Pages

Tuesday, December 17, 2013

The House That Built Me

Have you ever heard Miranda Lambert's song, "The House That Built Me"? The one where she sings about visiting the house that she grew up in and all of the emotions that she feels? Well that song perfectly describes what I'm feeling right now.

Let me explain.

When I was 15, my parents separated and sold our house. Now, my parents built that house, so they were the original owners. That was our house in every sense of the word. Mine and Kelly's hand prints were cemented by the pool, our heights were recorded in Kelly's room and almost everything that was put together in that house, was made by my dad and his friends, even the roof. When my family and I moved out, it literally killed me. No other place in the world was ever going to be my true home; I had a very strong emotional attachment to it and I loved it with every fiber of my being.

I don't live far away from the house, maybe 15-20 minutes but I still never make the effort to drive out there. I knew that the new owners would change everything and it just wouldn't feel right. But today I got a haircut from a friend of the family and she lives 2 blocks away from my old house. So curiosity got the best of me and I made that dreaded turn onto my old street.

Not much had changed about the neighborhood itself. But my old house was extremely different. A new fence enclosed the front yard, a large screen patio encased the backyard, the house was painted different colors, a new playground had been built and the yard had swamp-buggies and other large vehicles strewn across the front yard. It didn't look or feel like home anymore. My heart broke as I stared at this newfound place and a part of me cringed as I imagined what they must've changed about the inside.

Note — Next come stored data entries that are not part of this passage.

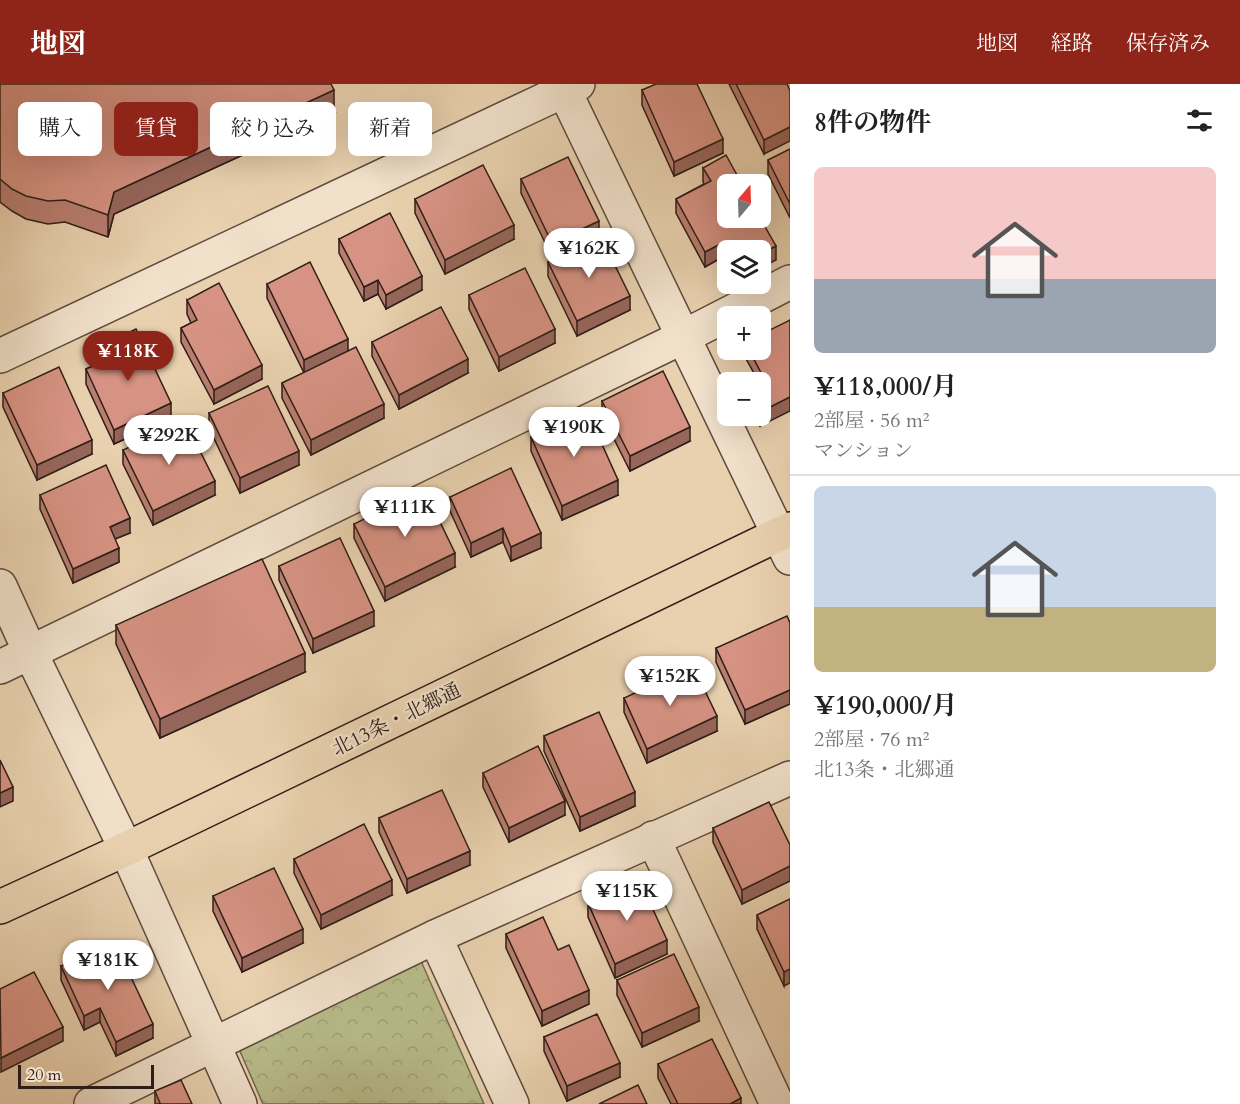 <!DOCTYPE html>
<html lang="ja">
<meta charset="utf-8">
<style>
:root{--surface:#fff;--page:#f2f2f2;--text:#222;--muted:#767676;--line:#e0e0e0;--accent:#8f2418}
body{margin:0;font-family:Cardo,"Noto Serif JP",serif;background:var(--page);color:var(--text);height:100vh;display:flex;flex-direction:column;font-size:22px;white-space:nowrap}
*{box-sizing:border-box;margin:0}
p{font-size:20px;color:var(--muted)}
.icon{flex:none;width:33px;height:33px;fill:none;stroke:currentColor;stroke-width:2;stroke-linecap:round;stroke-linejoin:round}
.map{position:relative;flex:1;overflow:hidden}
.side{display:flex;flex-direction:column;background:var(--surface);width:450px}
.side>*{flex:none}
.top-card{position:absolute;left:18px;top:18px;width:570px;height:54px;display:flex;gap:12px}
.needle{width:39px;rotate:19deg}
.fabs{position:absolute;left:717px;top:90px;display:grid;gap:12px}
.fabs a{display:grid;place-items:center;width:54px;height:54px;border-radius:9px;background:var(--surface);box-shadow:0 6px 24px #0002;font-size:30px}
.scale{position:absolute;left:18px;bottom:15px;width:136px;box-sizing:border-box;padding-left:6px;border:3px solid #2f1e17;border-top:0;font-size:16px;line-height:21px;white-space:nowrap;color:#2f1e17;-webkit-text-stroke:4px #f1e1cb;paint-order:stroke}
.price{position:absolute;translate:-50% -51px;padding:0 14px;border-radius:21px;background:#fff;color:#222;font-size:20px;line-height:39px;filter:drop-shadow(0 2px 3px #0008)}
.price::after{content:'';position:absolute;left:50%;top:36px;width:18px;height:14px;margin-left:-9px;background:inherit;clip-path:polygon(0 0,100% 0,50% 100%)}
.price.on{background:var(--accent);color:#fff}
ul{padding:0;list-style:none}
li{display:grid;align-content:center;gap:12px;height:318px;padding:0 24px}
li+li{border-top:2px solid var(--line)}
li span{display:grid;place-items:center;height:186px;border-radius:9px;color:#555}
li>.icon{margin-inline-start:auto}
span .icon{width:108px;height:108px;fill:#fffc;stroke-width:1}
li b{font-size:26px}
h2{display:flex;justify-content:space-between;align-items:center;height:72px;padding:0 24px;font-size:26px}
.pill{padding:0 21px;border-radius:9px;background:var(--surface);box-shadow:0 6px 24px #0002;font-size:21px;line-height:54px}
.pill.on{background:var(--accent);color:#fff}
header{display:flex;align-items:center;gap:36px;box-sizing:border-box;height:84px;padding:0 30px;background:var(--accent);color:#fff}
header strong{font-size:28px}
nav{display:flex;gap:33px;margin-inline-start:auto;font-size:21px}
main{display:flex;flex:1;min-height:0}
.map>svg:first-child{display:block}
.park{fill:url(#park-crowns);stroke:#746c50;stroke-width:1.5}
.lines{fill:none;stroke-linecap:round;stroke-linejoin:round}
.minor-casing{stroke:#5e4b3d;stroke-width:36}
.major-casing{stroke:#2f1e17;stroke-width:36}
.minor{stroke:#f1e1cb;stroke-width:33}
.major{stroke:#e9d1af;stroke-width:33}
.wall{fill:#b87e70;stroke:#2f1e17;stroke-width:1.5}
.shaded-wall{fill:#96665b;stroke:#2f1e17;stroke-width:1.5}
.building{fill:#d69282;stroke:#2f1e17;stroke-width:1.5}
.labels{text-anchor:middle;stroke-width:4.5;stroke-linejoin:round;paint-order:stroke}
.street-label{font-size:20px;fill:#2f1e17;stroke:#f1e1cb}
</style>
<header>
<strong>地図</strong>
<nav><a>地図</a><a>経路</a><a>保存済み</a></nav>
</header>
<main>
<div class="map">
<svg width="790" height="1020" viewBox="0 0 790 1020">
<defs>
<pattern id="park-crowns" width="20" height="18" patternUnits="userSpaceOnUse" patternTransform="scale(1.5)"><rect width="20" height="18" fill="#b8bb8a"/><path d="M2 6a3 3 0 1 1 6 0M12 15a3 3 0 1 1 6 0" fill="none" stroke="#9ea076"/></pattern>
</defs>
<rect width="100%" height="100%" fill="#e9d1af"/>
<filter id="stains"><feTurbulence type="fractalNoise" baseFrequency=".00333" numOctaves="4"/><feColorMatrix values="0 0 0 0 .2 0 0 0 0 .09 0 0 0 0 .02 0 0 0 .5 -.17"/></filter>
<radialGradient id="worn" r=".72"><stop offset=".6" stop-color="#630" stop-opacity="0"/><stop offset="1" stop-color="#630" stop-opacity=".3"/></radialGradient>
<path class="park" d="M421,877L484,1020H263L239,965Z"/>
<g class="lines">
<g class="minor-casing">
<g id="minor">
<path d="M564,6L790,474"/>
<path d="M0,272L578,0"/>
<path d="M0,502L31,570L126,765L240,1020"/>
<path d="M0,583L683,253L790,198"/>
<path d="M653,754L777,1020"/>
<path d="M435,853L512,1020"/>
<path d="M91,1020L435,853L790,694"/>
</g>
</g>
<g class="major-casing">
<path id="major" d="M0,823L126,765L790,445"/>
</g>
<use href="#minor" class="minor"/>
<use href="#major" class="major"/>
</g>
<g class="wall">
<path d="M0,0L334,29L114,130L108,153L65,138L48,140L26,135L12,127L0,118Z"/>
<path d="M729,0H787L764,70Z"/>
<path d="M642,6L723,69L674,92L642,21Z"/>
<path d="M790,65V134L768,90V76Z"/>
<path d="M703,84L776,176L760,166H728V174L726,171L705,183L676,129V115L704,100L703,98Z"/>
<path d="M521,95L599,151L552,173L521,109Z"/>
<path d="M415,115L514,155L445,190L415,129Z"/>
<path d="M339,155L422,206L386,225L378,210L364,217L339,169Z"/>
<path d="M548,178L630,226L577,252L548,192Z"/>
<path d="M267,200L348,267L384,334L311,371L282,314V299L304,289L267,214Z"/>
<path d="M469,211L555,259L499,287L469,225Z"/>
<path d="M187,216L262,295L214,320L181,258V244L191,239L187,230Z"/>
<path d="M790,236L760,342L754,332H760V298H759L745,273V266H760Z"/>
<path d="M372,258L468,289L399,325L372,272Z"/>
<path d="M107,259L171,334L114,360L86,300V285L108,276L107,273Z"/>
<path d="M3,309L92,370L37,396L3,323Z"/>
<path d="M602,317L690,357L630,387L602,331Z"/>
<path d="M209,329L299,381L240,409L209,344Z"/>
<path d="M531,353L618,411L562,436L531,367Z"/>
<path d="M123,366L215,411L153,441L123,380Z"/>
<path d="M40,411L130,449L115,455L119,478L73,499L40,425Z"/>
<path d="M450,413L541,464L511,477L503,458L471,473L450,427Z"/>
<path d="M354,440L455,483L385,517L354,454Z"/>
<path d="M279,482L374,542L313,569L279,496Z"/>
<path d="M790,539V620L745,640L716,578V564Z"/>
<path d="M116,541L305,588L160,654L116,560Z"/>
<path d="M624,614L717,647L647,679L624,628Z"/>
<path d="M544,652L635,722L580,747L544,667Z"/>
<path d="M483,689L565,731L509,758L483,703Z"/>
<path d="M379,734L470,781L407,809L379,748Z"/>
<path d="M713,744L790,761V797L742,820L713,758Z"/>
<path d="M294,775L392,811L321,845L294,789Z"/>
<path d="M213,812L303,859L242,888L213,827Z"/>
<path d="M790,815L784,902L757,845V831Z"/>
<path d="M588,819L667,870L615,894L588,833Z"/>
<path d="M506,850L558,866L589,920L542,942L506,864Z"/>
<path d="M61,882L153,954L116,972L100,938L84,946L61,896Z"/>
<path d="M617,896L699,937L642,963L617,911Z"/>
<path d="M544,953L620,993L567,1017L544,967Z"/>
<path d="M658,980L741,1020H671L658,994Z"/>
<path d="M155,1007L192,1020H155Z"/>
</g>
<g class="shaded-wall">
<path d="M334,6V29L114,130L108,153V131L114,108Z"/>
<path d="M790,43V57L764,70V56Z"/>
<path d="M723,55V69L674,92V78Z"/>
<path d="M599,137V151L552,173V159Z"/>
<path d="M514,141V155L445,190V176Z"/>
<path d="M726,157V171L705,183V168Z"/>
<path d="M776,162V176L760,184V170Z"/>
<path d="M422,192V206L386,225V211Z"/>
<path d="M378,196V210L364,217V203Z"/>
<path d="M630,212V226L577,252V237Z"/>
<path d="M555,245V259L499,287V273Z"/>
<path d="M348,255V269L304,290V276Z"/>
<path d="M468,275V289L399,325V311Z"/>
<path d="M262,281V295L214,320V306Z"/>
<path d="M790,313V327L760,342V328Z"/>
<path d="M171,319V334L114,360V346Z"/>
<path d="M384,320V334L311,371V356Z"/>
<path d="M690,343V357L630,387V372Z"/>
<path d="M92,356V370L37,396V381Z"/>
<path d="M299,367V381L240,409V394Z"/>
<path d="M618,396V411L562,436V422Z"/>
<path d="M215,397V411L153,441V427Z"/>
<path d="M130,434V449L110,457V443Z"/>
<path d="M503,444V458L471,473V459Z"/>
<path d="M541,449V464L511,477V463Z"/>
<path d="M119,464V478L73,499V485Z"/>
<path d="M455,469V483L385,517V503Z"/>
<path d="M374,527V542L313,569V555Z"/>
<path d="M305,569V588L160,654V635Z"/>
<path d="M790,606V620L745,640V626Z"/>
<path d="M717,632V647L647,679V665Z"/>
<path d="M13,703V717L0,723V709Z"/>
<path d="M635,708V722L580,747V733Z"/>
<path d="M565,717V731L509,758V744Z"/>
<path d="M470,767V781L407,809V795Z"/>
<path d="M790,782V797L742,820V806Z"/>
<path d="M392,796V811L321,845V831Z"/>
<path d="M303,845V859L242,888V874Z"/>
<path d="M667,856V870L615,894V880Z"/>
<path d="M790,885V899L784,902V888Z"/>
<path d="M589,906V920L542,942V927Z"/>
<path d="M699,923V937L642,963V949Z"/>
<path d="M100,924V938L84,946V932Z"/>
<path d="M153,940V954L116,972V958Z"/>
<path d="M63,943V957L1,988V974Z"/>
<path d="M620,979V993L567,1017V1002Z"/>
<path d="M741,1014V1020H730Z"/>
</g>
<g class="building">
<path d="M0,0H331L334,6L114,108L108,131L65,116L48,117L26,112L12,105L0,95Z"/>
<path d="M656,0H697L723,55L674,78L642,6Z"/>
<path d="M736,0H787L790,7V43L764,56Z"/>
<path d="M790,65V120L768,76Z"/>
<path d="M726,71L742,100H728V134H760L776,162L760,170V166H731L726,157L705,168L676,115L711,97L703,84Z"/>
<path d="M568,73L599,137L552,159L521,95Z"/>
<path d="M483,81L514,141L445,176L415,115Z"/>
<path d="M390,129L422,192L386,211L378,196L364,203L339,155Z"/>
<path d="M601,153L630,212L577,237L548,178Z"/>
<path d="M310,178L348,255L304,276L267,200Z"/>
<path d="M525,184L555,245L499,273L469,211Z"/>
<path d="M219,199L262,281L214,306L181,244L197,236L187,216Z"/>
<path d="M441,223L468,275L399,311L372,258Z"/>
<path d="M790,236V313L760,328V301L766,298L749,266H760V251Z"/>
<path d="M136,245L171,319L114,346L86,285L113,273L107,259Z"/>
<path d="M356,263L384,320L311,356L282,299Z"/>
<path d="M59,283L92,356L37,381L3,309Z"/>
<path d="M663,287L690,343L630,372L602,317Z"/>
<path d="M268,302L299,367L240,394L209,329Z"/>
<path d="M587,327L618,396L562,422L531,353Z"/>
<path d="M185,337L215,397L153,427L123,366Z"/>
<path d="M106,381L130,434L110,443L119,464L73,485L40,411Z"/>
<path d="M511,384L541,449L511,463L503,444L471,459L450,413Z"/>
<path d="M424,405L455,469L385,503L354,440Z"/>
<path d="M340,454L374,527L313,555L279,482Z"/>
<path d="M262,475L305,569L160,635L116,541Z"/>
<path d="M787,532L790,539V606L745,626L716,564Z"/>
<path d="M693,582L717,632L647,665L624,614Z"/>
<path d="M599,628L635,708L580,733L544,652Z"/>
<path d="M538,662L565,717L509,744L483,689Z"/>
<path d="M0,676L13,703L0,709Z"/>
<path d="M442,706L470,767L407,795L379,734Z"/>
<path d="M769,718L790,761V782L742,806L713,744Z"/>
<path d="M364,740L392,796L321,831L294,775Z"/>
<path d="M274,784L303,845L242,874L213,812Z"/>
<path d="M639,795L667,856L615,880L588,819Z"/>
<path d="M790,815V885L784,888L757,831Z"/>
<path d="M543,833L558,866L569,861L589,906L542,927L506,850Z"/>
<path d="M114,857L153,940L116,958L100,924L84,932L61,882Z"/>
<path d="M674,870L699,923L642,949L617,896Z"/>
<path d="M34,888L63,943L1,974L0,905Z"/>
<path d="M597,930L620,979L567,1002L544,953Z"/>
<path d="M712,955L741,1014L730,1020H678L658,980Z"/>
<path d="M181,996L192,1020H159L160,1019L155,1007Z"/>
<path d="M638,1001L647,1020H599Z"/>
</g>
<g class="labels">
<g class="street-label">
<text transform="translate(396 635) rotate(-26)" y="7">北13条・北郷通</text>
</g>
</g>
<rect width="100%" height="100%" filter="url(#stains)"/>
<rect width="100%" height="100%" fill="url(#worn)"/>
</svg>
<div class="fabs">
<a><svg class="needle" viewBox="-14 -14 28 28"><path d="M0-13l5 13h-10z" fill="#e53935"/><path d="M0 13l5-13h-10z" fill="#767676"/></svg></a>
<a><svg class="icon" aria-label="layers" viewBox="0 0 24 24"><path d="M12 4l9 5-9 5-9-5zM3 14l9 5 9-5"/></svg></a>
<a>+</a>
<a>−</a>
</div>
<div class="scale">20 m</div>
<b class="price" style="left:589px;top:195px">¥162K</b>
<b class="price on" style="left:128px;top:298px">¥118K</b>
<b class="price" style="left:574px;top:374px">¥190K</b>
<b class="price" style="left:169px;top:382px">¥292K</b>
<b class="price" style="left:405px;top:454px">¥111K</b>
<b class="price" style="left:670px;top:623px">¥152K</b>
<b class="price" style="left:627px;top:838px">¥115K</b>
<b class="price" style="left:108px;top:907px">¥181K</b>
<div class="top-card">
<a class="pill">購入</a>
<a class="pill on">賃貸</a>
<a class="pill">絞り込み</a>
<a class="pill">新着</a>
</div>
</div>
<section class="side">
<h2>8件の物件<svg class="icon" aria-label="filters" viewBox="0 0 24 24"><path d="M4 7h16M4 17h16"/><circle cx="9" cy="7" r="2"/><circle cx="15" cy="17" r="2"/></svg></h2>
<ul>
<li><span style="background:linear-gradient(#f6c9c9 60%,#9aa5b1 0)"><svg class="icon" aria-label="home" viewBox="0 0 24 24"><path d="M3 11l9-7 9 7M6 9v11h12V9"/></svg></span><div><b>¥118,000/月</b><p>2部屋 · 56 m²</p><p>マンション</p></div></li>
<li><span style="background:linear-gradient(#c9d6e8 65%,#c2b280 0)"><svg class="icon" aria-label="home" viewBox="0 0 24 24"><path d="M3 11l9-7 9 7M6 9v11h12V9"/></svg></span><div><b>¥190,000/月</b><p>2部屋 · 76 m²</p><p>北13条・北郷通</p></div></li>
</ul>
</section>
</main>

I took my first steps in that house, I said my first word there and so did my sister. My mom taught us to swim there. We played soccer and football with our dad there. My dad built a playground for us there. All of my most loved and cherished memories were there. And it just wasn't the same driving past the house without our Christmas decorations there. There were no gingerbread houses and candy canes covering the yard, or giant blown-up snowmen.

I know that things change and I knew that it would make me sad to see my house like that. But I just always imagined my parents living there their entire lives and bringing my kids to see where I grew up. Of course, that's not an option and hasn't been for 5 years but it still hurts. I hope that the children growing up in that house love it just as much as I did and still do and that the parents appreciate it as much as my parents did.

Sorry that this post is a bit depressing.